:: GIVEN ENTRIES ::
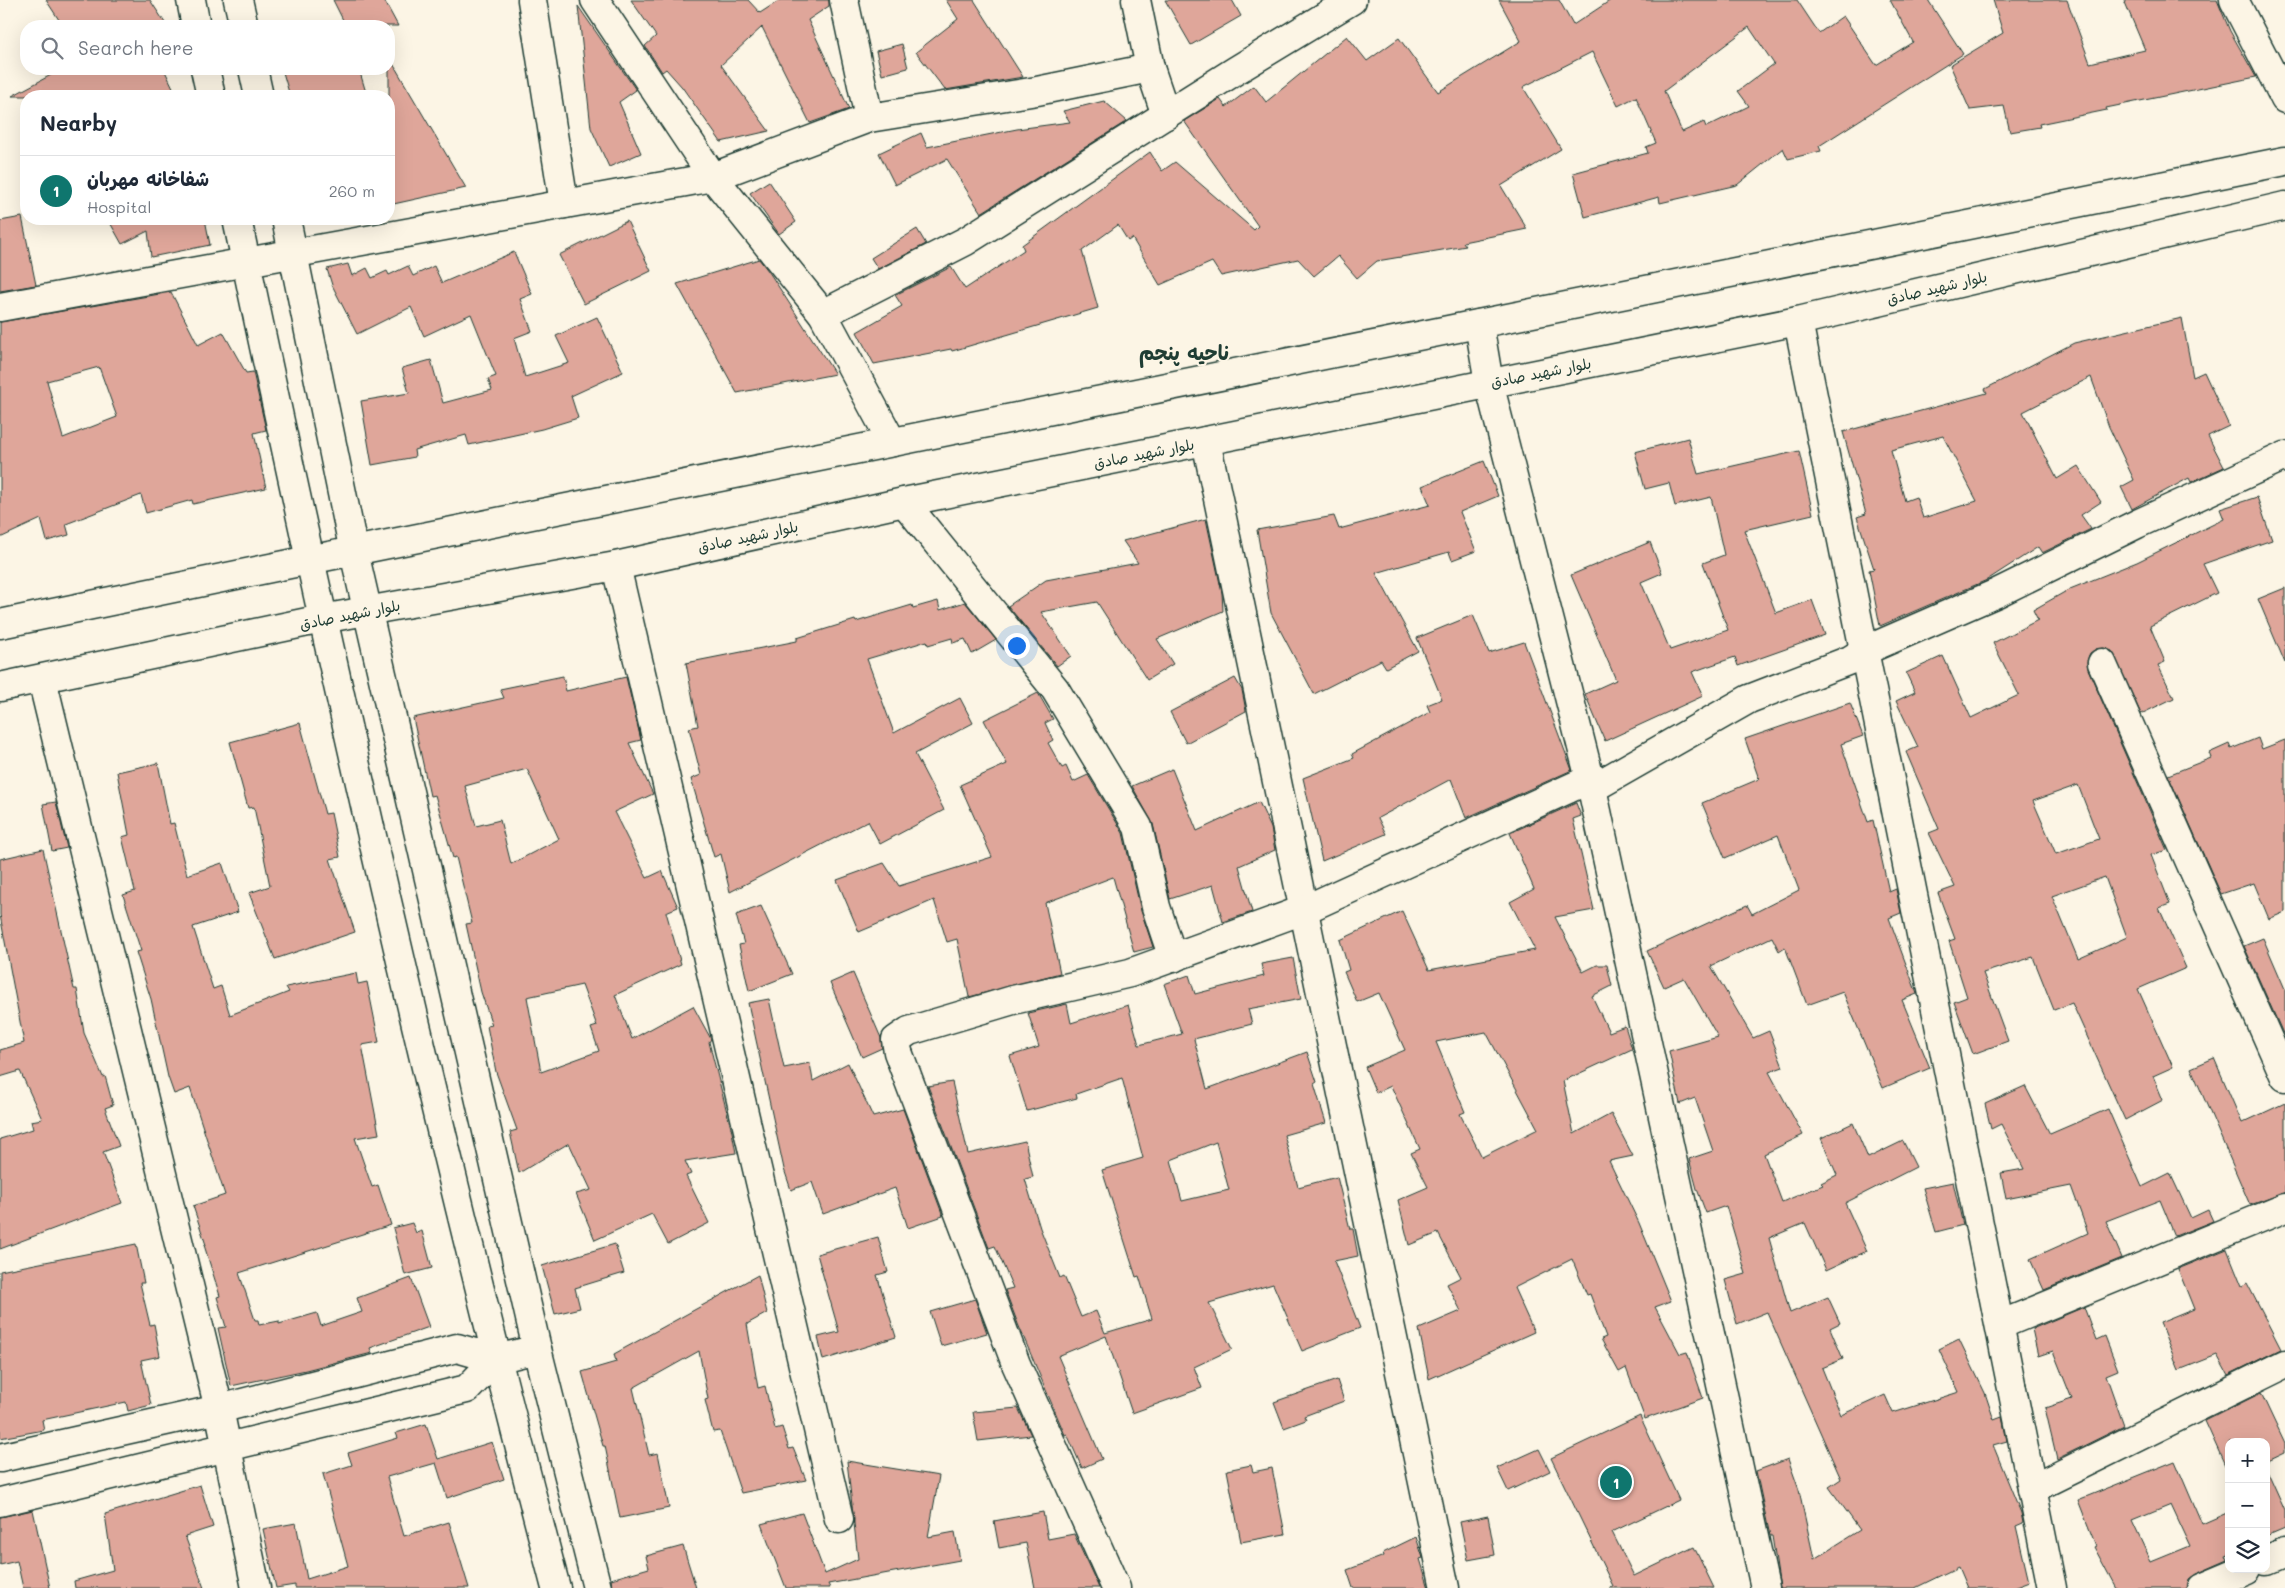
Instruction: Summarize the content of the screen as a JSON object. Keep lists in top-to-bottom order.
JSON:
{
  "streets": {
    "street": ["بلوار شهید صادق"]
  },
  "districts": ["ناحیه پنجم"],
  "page": {
    "search": "Search here",
    "heading": "Nearby",
    "list": [
      {
        "mark": "1",
        "name": "شفاخانه مهربان",
        "note": "Hospital",
        "value": "260 m"
      }
    ],
    "map_buttons": ["+", "−"],
    "pins": "1"
  }
}
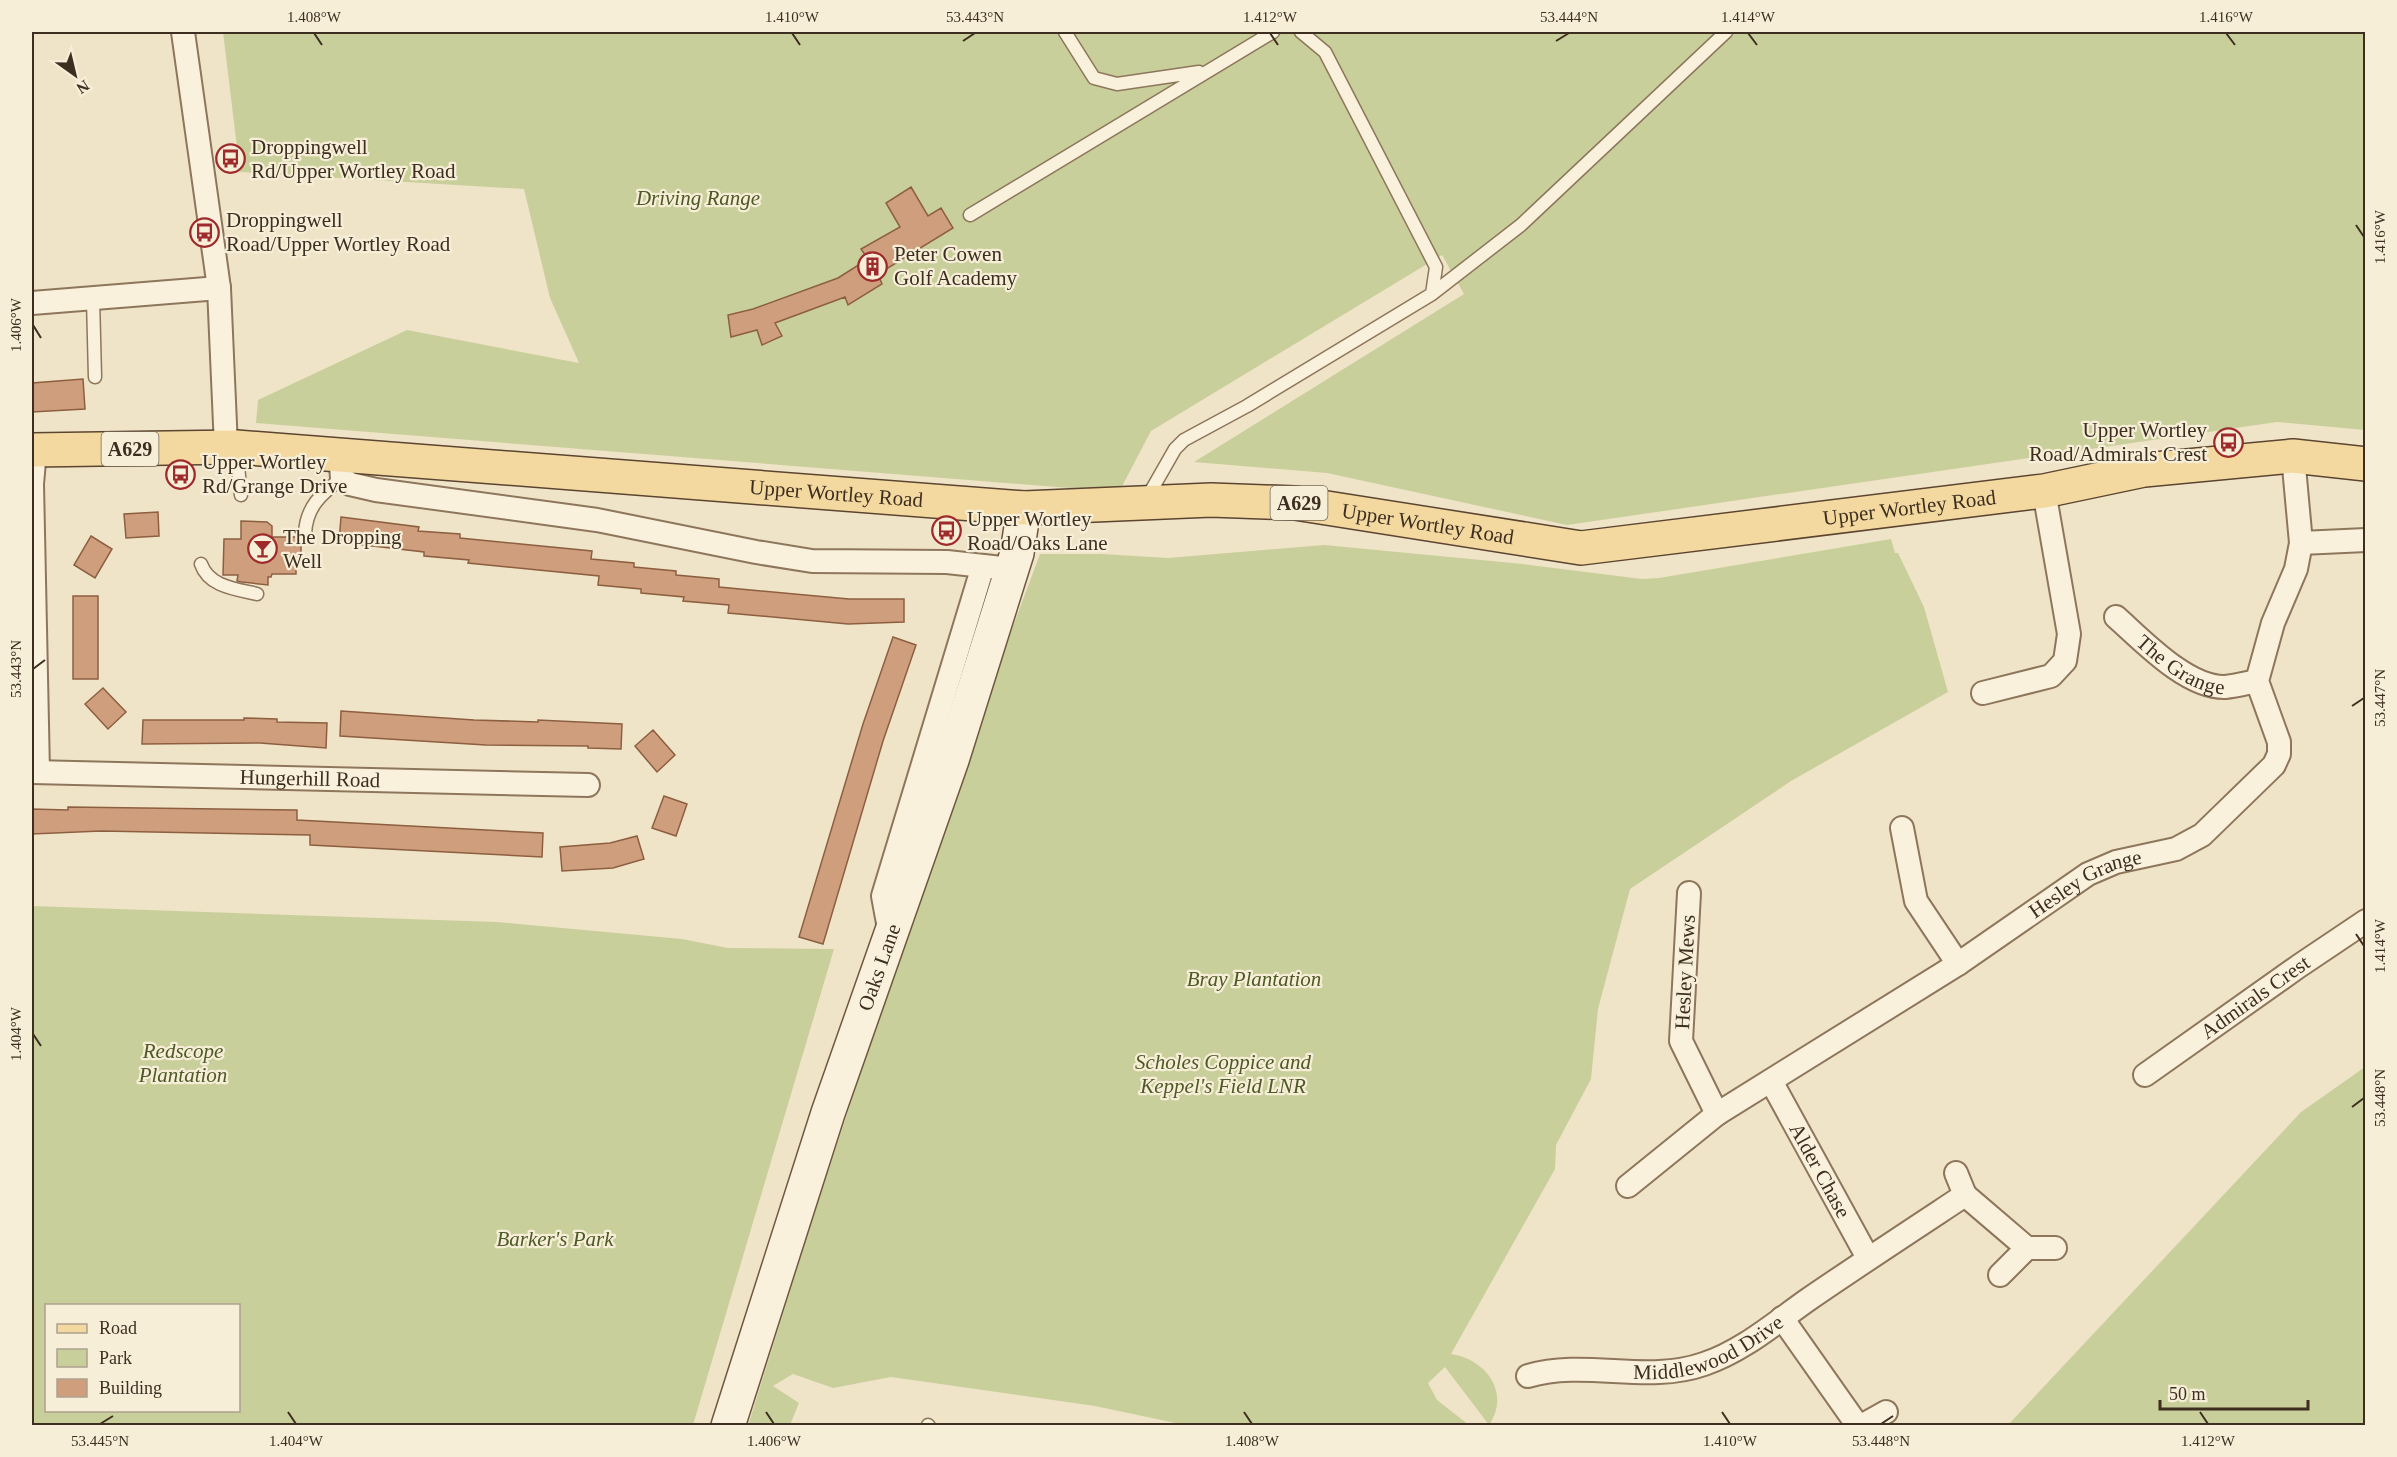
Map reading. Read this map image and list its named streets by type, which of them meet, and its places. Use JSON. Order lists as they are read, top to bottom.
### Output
{
  "streets": {
    "main road": ["A629", "Upper Wortley Road"],
    "street": [
      "The Grange",
      "Hungerhill Road",
      "Hesley Grange",
      "Oaks Lane",
      "Hesley Mews",
      "Admirals Crest",
      "Alder Chase",
      "Middlewood Drive"
    ]
  },
  "crossings": [
    ["Upper Wortley Road", "Oaks Lane"],
    ["The Grange", "Hesley Grange"],
    ["Hesley Grange", "Hesley Mews"],
    ["Hesley Grange", "Alder Chase"],
    ["Alder Chase", "Middlewood Drive"]
  ],
  "parks": [
    "Driving Range",
    "Bray Plantation",
    "Redscope Plantation",
    "Scholes Coppice and Keppel's Field LNR",
    "Barker's Park"
  ],
  "places": {
    "bus stop": [
      "Droppingwell Rd/Upper Wortley Road",
      "Droppingwell Road/Upper Wortley Road",
      "Upper Wortley Road/Admirals Crest",
      "Upper Wortley Rd/Grange Drive",
      "Upper Wortley Road/Oaks Lane"
    ],
    "building": ["Peter Cowen Golf Academy"],
    "bar": ["The Dropping Well"]
  },
  "legend": ["Road", "Park", "Building"],
  "scale_bar": "50 m",
  "north": "bottom right",
  "coordinates": [
    "1.408°W",
    "1.410°W",
    "53.443°N",
    "1.412°W",
    "53.444°N",
    "1.414°W",
    "1.416°W",
    "1.406°W",
    "53.447°N",
    "1.404°W",
    "53.448°N",
    "53.445°N"
  ]
}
:::
TASK REQUIREMENTS:
Pictures are to be left out. Everything else in the records above gets repeated exactly.

OUTPUT:
Instruction: Summarize the content of the screen as a JSON object. Keep lists in top-to-bottom order.
JSON:
{
  "streets": {
    "street": ["بلوار شهید صادق"]
  },
  "districts": ["ناحیه پنجم"],
  "page": {
    "search": "Search here",
    "heading": "Nearby",
    "list": [
      {
        "mark": "1",
        "name": "شفاخانه مهربان",
        "note": "Hospital",
        "value": "260 m"
      }
    ],
    "map_buttons": ["+", "−"],
    "pins": "1"
  }
}
Map reading. Read this map image and list its named streets by type, which of them meet, and its places. Use JSON. Order lists as they are read, top to bottom.
### Output
{
  "streets": {
    "main road": ["A629", "Upper Wortley Road"],
    "street": [
      "The Grange",
      "Hungerhill Road",
      "Hesley Grange",
      "Oaks Lane",
      "Hesley Mews",
      "Admirals Crest",
      "Alder Chase",
      "Middlewood Drive"
    ]
  },
  "crossings": [
    ["Upper Wortley Road", "Oaks Lane"],
    ["The Grange", "Hesley Grange"],
    ["Hesley Grange", "Hesley Mews"],
    ["Hesley Grange", "Alder Chase"],
    ["Alder Chase", "Middlewood Drive"]
  ],
  "parks": [
    "Driving Range",
    "Bray Plantation",
    "Redscope Plantation",
    "Scholes Coppice and Keppel's Field LNR",
    "Barker's Park"
  ],
  "places": {
    "bus stop": [
      "Droppingwell Rd/Upper Wortley Road",
      "Droppingwell Road/Upper Wortley Road",
      "Upper Wortley Road/Admirals Crest",
      "Upper Wortley Rd/Grange Drive",
      "Upper Wortley Road/Oaks Lane"
    ],
    "building": ["Peter Cowen Golf Academy"],
    "bar": ["The Dropping Well"]
  },
  "legend": ["Road", "Park", "Building"],
  "scale_bar": "50 m",
  "north": "bottom right",
  "coordinates": [
    "1.408°W",
    "1.410°W",
    "53.443°N",
    "1.412°W",
    "53.444°N",
    "1.414°W",
    "1.416°W",
    "1.406°W",
    "53.447°N",
    "1.404°W",
    "53.448°N",
    "53.445°N"
  ]
}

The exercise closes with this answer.